◆ PROBLEM:
Take the lines below between the one holding "position:absolute; left:12px; top:377px;" and the one holding "font-size:30px; font-weight:700; line-height:1.1", inclusive, and copy them exactly. Add nothing.

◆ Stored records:
§ §
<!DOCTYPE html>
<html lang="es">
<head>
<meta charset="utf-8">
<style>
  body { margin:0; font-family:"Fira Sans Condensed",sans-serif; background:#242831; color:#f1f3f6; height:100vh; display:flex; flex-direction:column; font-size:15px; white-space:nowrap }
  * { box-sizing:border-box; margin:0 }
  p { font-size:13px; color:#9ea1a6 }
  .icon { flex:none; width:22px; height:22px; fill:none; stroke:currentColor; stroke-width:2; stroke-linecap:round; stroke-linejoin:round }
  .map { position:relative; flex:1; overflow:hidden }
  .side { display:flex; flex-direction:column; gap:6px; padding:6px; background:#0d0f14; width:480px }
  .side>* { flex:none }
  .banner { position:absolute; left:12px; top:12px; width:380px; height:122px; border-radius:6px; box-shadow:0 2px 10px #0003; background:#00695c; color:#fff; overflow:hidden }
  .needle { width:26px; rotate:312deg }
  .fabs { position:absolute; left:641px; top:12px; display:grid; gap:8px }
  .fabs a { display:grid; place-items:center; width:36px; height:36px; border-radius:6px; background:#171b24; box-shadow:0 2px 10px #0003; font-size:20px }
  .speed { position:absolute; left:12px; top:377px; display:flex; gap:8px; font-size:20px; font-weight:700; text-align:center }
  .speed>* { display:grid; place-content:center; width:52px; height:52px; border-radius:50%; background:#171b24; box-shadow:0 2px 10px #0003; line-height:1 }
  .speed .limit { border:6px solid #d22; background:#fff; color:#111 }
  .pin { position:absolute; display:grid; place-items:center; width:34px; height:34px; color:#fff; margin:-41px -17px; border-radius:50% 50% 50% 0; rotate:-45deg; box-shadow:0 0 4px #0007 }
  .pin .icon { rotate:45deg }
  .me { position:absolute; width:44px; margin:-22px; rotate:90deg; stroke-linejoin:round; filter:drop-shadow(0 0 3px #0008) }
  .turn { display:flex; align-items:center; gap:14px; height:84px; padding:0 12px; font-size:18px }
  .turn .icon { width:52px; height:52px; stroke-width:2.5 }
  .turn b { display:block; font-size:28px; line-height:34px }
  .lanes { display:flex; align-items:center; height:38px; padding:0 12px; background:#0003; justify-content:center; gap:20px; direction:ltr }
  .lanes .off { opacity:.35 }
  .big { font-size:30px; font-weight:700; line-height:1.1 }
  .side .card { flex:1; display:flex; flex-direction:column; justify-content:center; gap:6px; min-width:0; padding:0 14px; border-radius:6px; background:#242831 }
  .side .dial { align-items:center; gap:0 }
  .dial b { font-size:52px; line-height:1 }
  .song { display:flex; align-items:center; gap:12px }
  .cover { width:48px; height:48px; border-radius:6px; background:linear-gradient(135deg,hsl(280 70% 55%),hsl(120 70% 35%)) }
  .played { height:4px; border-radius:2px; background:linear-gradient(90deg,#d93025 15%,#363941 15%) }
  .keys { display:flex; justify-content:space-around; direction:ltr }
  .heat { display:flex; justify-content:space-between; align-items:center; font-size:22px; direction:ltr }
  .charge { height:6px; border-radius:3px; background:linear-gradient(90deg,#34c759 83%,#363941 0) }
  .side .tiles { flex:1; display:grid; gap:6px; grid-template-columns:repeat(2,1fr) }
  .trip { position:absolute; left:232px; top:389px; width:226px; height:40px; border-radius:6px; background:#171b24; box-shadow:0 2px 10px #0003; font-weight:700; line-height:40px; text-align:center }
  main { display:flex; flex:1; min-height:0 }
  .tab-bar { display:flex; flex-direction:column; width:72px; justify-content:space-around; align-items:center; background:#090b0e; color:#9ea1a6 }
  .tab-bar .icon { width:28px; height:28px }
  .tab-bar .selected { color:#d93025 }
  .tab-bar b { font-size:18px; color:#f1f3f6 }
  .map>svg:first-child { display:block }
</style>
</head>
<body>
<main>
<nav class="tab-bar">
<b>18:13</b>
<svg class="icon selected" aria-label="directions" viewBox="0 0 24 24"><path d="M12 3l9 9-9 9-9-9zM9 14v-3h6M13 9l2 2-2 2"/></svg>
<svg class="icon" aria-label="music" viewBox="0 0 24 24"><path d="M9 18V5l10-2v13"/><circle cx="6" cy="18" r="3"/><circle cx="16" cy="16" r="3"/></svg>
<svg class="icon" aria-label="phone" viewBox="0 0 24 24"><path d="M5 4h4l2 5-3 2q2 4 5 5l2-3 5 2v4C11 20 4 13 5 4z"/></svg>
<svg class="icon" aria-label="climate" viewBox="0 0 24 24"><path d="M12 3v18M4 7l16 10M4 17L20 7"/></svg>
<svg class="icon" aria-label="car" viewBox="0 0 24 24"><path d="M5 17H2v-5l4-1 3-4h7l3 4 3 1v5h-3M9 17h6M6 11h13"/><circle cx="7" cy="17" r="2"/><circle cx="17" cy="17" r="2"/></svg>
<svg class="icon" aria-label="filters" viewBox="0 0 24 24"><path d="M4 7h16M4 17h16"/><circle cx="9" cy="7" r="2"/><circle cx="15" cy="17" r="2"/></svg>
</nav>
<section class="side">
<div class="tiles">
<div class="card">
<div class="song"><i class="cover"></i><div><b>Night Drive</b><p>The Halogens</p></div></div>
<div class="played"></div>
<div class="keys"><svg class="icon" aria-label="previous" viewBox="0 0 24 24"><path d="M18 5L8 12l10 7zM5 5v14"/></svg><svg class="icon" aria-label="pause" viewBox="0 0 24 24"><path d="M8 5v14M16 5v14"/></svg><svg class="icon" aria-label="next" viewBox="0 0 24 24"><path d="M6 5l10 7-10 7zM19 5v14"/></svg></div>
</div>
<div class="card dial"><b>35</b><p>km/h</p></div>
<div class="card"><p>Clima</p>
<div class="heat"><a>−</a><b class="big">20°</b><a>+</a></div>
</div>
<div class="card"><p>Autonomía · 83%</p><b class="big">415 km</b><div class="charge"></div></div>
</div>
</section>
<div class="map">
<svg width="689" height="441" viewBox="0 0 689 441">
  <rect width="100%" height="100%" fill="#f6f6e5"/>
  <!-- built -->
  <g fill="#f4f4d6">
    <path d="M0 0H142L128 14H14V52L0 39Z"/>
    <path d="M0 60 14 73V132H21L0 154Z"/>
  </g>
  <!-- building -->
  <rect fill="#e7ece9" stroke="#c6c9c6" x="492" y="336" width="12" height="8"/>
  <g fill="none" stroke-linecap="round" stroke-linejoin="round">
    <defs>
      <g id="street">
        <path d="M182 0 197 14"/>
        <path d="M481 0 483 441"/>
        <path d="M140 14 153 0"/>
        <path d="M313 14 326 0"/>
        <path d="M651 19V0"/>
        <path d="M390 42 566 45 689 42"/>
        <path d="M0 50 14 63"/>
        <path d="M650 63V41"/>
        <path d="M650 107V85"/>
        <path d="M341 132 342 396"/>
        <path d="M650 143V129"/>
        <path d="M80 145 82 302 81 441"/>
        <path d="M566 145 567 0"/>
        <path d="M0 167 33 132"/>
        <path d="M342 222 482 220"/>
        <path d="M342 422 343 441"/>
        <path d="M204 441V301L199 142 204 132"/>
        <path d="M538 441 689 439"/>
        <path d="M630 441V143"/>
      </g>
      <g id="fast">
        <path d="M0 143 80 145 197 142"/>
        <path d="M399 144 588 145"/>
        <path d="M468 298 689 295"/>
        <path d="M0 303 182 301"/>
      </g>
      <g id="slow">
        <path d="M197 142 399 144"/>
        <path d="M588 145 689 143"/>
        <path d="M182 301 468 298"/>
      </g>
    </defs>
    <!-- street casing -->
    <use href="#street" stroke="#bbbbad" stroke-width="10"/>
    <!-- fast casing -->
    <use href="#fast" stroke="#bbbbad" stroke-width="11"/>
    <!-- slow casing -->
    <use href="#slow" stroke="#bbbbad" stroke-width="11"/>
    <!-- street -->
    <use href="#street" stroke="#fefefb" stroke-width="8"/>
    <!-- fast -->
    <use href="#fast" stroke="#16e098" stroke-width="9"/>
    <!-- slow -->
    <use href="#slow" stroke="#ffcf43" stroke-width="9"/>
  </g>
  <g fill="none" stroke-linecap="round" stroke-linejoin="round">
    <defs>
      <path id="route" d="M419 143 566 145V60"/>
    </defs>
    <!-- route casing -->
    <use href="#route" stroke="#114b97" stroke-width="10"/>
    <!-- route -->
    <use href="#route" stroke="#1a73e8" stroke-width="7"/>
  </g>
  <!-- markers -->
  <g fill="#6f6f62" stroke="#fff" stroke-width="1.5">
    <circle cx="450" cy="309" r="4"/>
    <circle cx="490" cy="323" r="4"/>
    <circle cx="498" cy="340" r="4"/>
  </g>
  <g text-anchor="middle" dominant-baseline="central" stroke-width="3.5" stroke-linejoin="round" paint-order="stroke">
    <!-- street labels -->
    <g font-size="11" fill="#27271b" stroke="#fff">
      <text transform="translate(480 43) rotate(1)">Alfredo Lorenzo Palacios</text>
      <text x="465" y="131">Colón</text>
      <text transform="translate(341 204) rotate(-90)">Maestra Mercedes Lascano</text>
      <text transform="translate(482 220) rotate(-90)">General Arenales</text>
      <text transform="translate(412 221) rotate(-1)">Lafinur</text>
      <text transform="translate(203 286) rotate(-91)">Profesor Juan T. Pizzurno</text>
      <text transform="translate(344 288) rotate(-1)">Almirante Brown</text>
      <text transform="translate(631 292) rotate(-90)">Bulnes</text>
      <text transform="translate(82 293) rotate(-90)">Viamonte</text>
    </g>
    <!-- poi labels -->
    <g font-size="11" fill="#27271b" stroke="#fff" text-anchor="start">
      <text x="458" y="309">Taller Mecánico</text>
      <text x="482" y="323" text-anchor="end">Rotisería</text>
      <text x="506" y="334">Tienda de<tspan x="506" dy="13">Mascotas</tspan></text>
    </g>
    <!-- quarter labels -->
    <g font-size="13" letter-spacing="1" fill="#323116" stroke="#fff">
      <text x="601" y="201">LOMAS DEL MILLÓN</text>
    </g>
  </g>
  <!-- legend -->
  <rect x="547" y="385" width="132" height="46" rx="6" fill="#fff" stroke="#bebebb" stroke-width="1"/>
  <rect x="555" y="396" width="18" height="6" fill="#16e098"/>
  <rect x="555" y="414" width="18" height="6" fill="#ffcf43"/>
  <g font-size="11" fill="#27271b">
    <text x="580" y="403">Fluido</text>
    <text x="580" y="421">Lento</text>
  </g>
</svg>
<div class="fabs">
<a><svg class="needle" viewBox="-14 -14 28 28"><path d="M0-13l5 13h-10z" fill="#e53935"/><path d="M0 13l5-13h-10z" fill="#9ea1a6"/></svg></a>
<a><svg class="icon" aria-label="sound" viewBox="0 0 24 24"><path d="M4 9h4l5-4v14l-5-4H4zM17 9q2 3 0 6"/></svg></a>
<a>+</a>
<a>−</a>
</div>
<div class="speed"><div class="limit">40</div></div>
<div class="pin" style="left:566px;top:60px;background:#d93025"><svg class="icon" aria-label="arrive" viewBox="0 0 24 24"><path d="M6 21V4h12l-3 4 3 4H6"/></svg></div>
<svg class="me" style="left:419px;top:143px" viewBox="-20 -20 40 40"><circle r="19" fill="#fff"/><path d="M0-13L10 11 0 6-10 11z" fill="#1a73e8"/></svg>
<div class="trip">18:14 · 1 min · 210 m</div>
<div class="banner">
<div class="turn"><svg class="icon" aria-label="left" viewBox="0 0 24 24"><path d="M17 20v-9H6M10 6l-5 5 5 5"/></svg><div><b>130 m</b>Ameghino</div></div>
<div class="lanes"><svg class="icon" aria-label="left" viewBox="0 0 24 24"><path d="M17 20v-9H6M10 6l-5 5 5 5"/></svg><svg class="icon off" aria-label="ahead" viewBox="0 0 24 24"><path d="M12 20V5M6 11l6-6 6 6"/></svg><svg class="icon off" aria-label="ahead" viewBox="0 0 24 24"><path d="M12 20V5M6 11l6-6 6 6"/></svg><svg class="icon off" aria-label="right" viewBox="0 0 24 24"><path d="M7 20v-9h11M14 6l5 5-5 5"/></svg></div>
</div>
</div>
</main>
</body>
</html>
§ §
◆ OUTPUT:
  .speed { position:absolute; left:12px; top:377px; display:flex; gap:8px; font-size:20px; font-weight:700; text-align:center }
  .speed>* { display:grid; place-content:center; width:52px; height:52px; border-radius:50%; background:#171b24; box-shadow:0 2px 10px #0003; line-height:1 }
  .speed .limit { border:6px solid #d22; background:#fff; color:#111 }
  .pin { position:absolute; display:grid; place-items:center; width:34px; height:34px; color:#fff; margin:-41px -17px; border-radius:50% 50% 50% 0; rotate:-45deg; box-shadow:0 0 4px #0007 }
  .pin .icon { rotate:45deg }
  .me { position:absolute; width:44px; margin:-22px; rotate:90deg; stroke-linejoin:round; filter:drop-shadow(0 0 3px #0008) }
  .turn { display:flex; align-items:center; gap:14px; height:84px; padding:0 12px; font-size:18px }
  .turn .icon { width:52px; height:52px; stroke-width:2.5 }
  .turn b { display:block; font-size:28px; line-height:34px }
  .lanes { display:flex; align-items:center; height:38px; padding:0 12px; background:#0003; justify-content:center; gap:20px; direction:ltr }
  .lanes .off { opacity:.35 }
  .big { font-size:30px; font-weight:700; line-height:1.1 }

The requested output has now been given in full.